Note About The Experiment
One important mention about this experiment is that it's a positive one based on the highly repeatable Canned Response pattern. We know that it was a strong likelihood likely p (with multiple positive experiments combining together for a higher degree of prediction). If this were a flat experiment (with no or very tiny insignificant effects), we could also expect way more up and down movement.
- Effects Fluctuate - Especially In The Beginning
Early experiment results and their effects may be extremely misleading. Effects at this point fluctuate quite often with what might seem negative turning around into the positive and vice versa. This is very normal behavior which can also be seen in our experiment above. Comparing day 1 and day 4, our effects have completely reversed. More so, in the early days of the experiment, the effect range is also more drastic. In the first 10 days of the experiment we can observe effects ranging from -23% all the way to +17%. Whereas in between days 10 to 31, the effect stabilises between +20% and +13% (again keep in mind that this is a positive experiment at the end of the day).

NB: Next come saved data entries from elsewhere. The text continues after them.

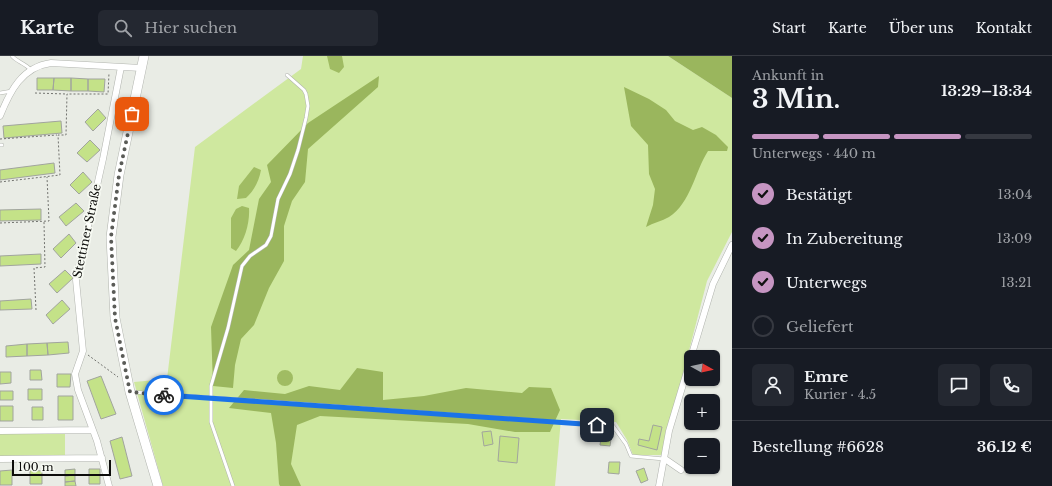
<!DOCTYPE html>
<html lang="de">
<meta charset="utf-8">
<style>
:root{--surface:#171b24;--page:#242831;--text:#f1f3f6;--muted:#9ea1a6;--line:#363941;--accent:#c695c2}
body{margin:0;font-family:"Libre Baskerville",serif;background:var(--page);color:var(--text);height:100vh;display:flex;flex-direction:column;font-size:15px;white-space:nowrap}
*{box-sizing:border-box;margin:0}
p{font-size:13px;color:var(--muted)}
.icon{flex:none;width:22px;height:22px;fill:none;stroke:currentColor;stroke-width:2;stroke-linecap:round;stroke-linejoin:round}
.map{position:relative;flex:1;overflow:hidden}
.sheet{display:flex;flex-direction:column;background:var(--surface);width:320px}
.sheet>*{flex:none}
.needle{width:26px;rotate:98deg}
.buttons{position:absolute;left:684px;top:294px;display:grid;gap:8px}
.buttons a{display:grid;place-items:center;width:36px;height:36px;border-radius:6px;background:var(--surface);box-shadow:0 1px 3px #0004;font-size:20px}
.scale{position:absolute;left:12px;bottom:10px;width:99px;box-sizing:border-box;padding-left:4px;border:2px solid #0d0d0b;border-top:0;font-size:11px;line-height:14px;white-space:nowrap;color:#0d0d0b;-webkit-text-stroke:3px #f6f9f2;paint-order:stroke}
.pin{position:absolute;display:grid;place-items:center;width:34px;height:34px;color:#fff;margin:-17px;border-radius:8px;box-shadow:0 2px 6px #0006}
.courier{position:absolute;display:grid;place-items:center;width:40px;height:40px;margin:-20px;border:3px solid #1a73e8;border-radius:50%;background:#fff;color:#222;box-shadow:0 1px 5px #0007}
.summary em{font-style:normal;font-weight:700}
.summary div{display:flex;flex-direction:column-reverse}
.summary{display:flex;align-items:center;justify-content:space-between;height:68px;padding:0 20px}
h1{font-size:26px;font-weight:700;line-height:30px}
.bar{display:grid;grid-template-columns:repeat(4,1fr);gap:6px 4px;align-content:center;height:48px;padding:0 20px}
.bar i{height:5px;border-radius:3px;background:var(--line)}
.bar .on{background:var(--accent)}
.bar p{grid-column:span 4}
.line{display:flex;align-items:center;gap:10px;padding:0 20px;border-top:1px solid var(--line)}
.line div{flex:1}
.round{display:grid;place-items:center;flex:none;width:42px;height:42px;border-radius:6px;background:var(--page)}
ol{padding:0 20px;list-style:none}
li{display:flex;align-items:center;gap:12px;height:44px}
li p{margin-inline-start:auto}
li .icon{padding:4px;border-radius:50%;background:var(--accent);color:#111;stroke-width:4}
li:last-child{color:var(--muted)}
li i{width:22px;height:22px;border:2px solid var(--line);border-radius:50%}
header{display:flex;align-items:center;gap:24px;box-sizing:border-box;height:56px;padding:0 20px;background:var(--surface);border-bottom:1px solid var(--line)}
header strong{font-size:19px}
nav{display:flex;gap:22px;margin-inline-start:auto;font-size:14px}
.search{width:280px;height:36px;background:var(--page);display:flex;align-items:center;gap:10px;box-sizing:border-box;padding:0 14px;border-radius:6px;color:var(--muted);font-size:15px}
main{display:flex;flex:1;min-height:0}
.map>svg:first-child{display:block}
.green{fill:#cfe89f}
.forest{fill:#9ab65d}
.water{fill:#a0bc63}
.building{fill:#c4e288;stroke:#a1a49e}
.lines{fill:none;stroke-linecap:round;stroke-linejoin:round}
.lane-casing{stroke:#b1b4ae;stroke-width:4}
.street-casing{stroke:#b1b4ae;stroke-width:7}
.secondary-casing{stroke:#b1b4ae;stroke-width:10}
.path{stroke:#72736f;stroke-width:1;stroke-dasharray:2 2;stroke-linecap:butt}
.lane{stroke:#fff;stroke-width:3}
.street{stroke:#fff;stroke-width:6}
.secondary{stroke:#fff;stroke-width:9}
.done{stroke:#5a5b57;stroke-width:4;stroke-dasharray:0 7.2}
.route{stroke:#1a73e8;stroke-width:5}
.labels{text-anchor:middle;stroke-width:3.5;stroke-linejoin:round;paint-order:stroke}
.street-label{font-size:12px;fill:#0d0d0b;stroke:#f6f9f2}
</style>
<header>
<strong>Karte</strong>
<div class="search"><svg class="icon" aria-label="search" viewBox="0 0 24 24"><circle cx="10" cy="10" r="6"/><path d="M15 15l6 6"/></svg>Hier suchen</div>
<nav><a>Start</a><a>Karte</a><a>Über uns</a><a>Kontakt</a></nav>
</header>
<main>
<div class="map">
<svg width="732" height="430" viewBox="0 0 732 430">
<rect width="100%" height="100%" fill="#e9ece5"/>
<path class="green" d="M303 0H668L732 42V176L707 225 662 399H633L627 384 616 366 561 363 555 430H163L134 326 167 323 195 91 301 13Z
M0 378H65V399L0 400Z"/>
<path class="forest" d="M668 0H732V42Z
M379 20 378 31 308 93 305 126 292 145 284 170V205L269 232 254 269 241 283 235 309 233 332 213 330 211 271 233 209 249 194 259 143 271 126 267 109 308 67Z
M624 31 649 43 666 54 675 65 693 74 702 71 716 79 728 91 727 95H708C695 115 691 147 669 161 662 165 653 167 646 171L653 149 655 133 649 118 648 89 631 70Z
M357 312 383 316V344L424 340 466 332 522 337 529 331 551 332 560 354 550 376H515L468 368 320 360 297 369 291 408 301 430H280L279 428 276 387 271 357 229 352 244 334 285 338 309 330 340 334Z"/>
<path class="water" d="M327 0H342L344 11 339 17 330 13Z
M254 111 261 114C259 125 254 135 246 142L237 143 239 130Z
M242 150 249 152C250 166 245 184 236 195L231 192V162L236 153Z
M277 322a8 8 0 1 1 16 0a8 8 0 1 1-16 0Z"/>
<path class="building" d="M37 22H54L53 34H37Z
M54 22H71V35L53 34Z
M71 22 88 23V35H71Z
M88 23H105L104 36 88 35Z
M98 53 106 62 93 75 85 66Z
M61 65 62 77 4 82 3 70Z
M90 84 100 94 87 106 77 97Z
M54 107 55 117 0 124V114Z
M83 116 92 126 79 138 70 129Z
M76 147 84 155 66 170 59 161Z
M41 153V164L0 165V154Z
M69 178 76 187 61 202 53 193Z
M41 198V208L0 210V200Z
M65 214 73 222 57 237 49 228Z
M31 243 32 253 0 254V245Z
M62 244 70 253 53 268 46 259Z
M68 286 69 297 48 299 47 287Z
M47 287 48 299 27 300V288Z
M27 288V300L6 301V290Z
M30 314H41L42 324H30Z
M0 316H11V327L0 328Z
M57 318H71L70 331H57Z
M101 320 116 358 101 363 87 325Z
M28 333H42V344H28Z
M0 335H13V344H0Z
M58 340H73V364H58Z
M0 350H13V365H0Z
M32 351H43V364H32Z
M653 369 662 371 657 394 638 389 639 383 649 385Z
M491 375 493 388 484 390 482 376Z
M500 380 519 382 517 407 498 405Z
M122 381 132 420 120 423 110 385Z
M601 382 611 383 610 390 600 389Z
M609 406H620L619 418 608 417Z
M644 412 648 424 641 427 636 415Z
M75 413V419L65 420V414Z
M89 413H100V428H89Z
M12 414V429H0V415Z
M30 414 42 415V428H30Z
M75 419V425L65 426V420Z
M75 425 76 430H65V426Z"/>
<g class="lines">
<defs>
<path id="lane" d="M12 0C17 6 25 7 31 14
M0 37 12 35
M0 89H2
M132 336 613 370 626 388 631 400 664 403
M233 430 211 366V330L228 272 242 210 250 200 266 189 271 180 278 143 290 118 298 94 306 62 308 50 306 38 304 34 287 19"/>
<path id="street" d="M0 60C10 35 22 11 51 7L141 12
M691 301 713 228 732 189
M0 375 92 374
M0 403 102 402
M665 403 681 414
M109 430 97 385 78 334 75 318 83 295 76 224 103 103 121 11
M659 430 669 375 691 302"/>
<path id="secondary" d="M144 0 119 119 111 181 115 262 130 336 158 430"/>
</defs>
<use href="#lane" class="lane-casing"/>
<use href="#street" class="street-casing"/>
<use href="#secondary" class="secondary-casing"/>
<path class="path" d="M35 37 66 38
M0 83 57 79
M0 126 60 119 58 79H66L67 38H108L109 17
M0 167 49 165 47 121
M36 254 34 212 45 211 44 166
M88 299 118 321"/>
<use href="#lane" class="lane"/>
<use href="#street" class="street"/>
<use href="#secondary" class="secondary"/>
</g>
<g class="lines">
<path class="done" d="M132 58 119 119 111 181 115 262 130 336 164 339"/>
<path class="route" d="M164 339 597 369"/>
</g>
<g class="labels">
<g class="street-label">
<text transform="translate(87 175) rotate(-78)" y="4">Stettiner Straße</text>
</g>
</g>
</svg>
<div class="buttons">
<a><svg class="needle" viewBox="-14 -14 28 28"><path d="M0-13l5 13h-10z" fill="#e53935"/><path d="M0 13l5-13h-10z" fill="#9ea1a6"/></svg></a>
<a>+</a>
<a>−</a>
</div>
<div class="scale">100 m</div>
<div class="pin" style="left:132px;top:58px;background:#ea580c"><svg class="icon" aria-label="bag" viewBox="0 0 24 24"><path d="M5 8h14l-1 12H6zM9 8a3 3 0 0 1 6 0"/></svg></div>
<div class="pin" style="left:597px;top:369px;background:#1f2937"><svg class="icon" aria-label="home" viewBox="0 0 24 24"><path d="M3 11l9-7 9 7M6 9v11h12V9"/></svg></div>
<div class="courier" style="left:164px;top:339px"><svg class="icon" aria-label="bike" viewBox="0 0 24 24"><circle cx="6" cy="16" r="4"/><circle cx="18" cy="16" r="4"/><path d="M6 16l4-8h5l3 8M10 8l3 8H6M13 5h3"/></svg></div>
</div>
<section class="sheet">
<div class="summary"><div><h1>3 Min.</h1><p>Ankunft in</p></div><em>13:29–13:34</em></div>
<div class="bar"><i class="on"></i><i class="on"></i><i class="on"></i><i></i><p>Unterwegs · 440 m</p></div>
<ol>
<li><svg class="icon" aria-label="check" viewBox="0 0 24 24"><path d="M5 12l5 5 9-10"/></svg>Bestätigt<p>13:04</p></li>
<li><svg class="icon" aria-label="check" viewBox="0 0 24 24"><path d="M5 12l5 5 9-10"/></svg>In Zubereitung<p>13:09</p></li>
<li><svg class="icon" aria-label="check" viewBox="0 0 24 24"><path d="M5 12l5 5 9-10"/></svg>Unterwegs<p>13:21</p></li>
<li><i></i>Geliefert</li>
</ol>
<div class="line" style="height:72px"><a class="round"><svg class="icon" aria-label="person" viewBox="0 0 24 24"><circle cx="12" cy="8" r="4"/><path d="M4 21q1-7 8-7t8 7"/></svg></a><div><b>Emre</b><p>Kurier · 4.5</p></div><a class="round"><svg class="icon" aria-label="chat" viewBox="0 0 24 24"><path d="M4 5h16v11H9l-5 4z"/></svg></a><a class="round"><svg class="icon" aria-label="phone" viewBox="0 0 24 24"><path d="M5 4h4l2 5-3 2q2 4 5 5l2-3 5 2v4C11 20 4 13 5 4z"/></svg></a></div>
<div class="line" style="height:52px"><div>Bestellung #6628</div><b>36.12 €</b></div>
</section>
</main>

- P-Values Fluctuate - Also More In The Beginning
In the beginning of any experiment, it's also common for p-values to move up and down dramatically (reminder: p-values are a measure of statistical significance - the higher the number, the less likely that A and B are any different). As a p-value decreases (significance rises), it does not mean that it will continue to do so. If we simply look days 5, 6 and 7, one can easily spot time frames of such significance reversal. However, at the same time, given enough sample (visitors or test participants), if there is a true effect, the p-value should continue its downward trend (as visible in the later stages of the experiment).
- Confidence Intervals Tighten
Finally, if we're looking at an experiment with a true effect, then as more data is accumulated, our confidence intervals will also narrow. This essentially means that we can be more confident that statistically our effect falls more or less within a range. For example, both days 10 and 31 have the same +17% effect, but the latter confidence interval is way more defined ranging between 8.2% and 26% (as opposed the wider 1.1% and 33% earlier range).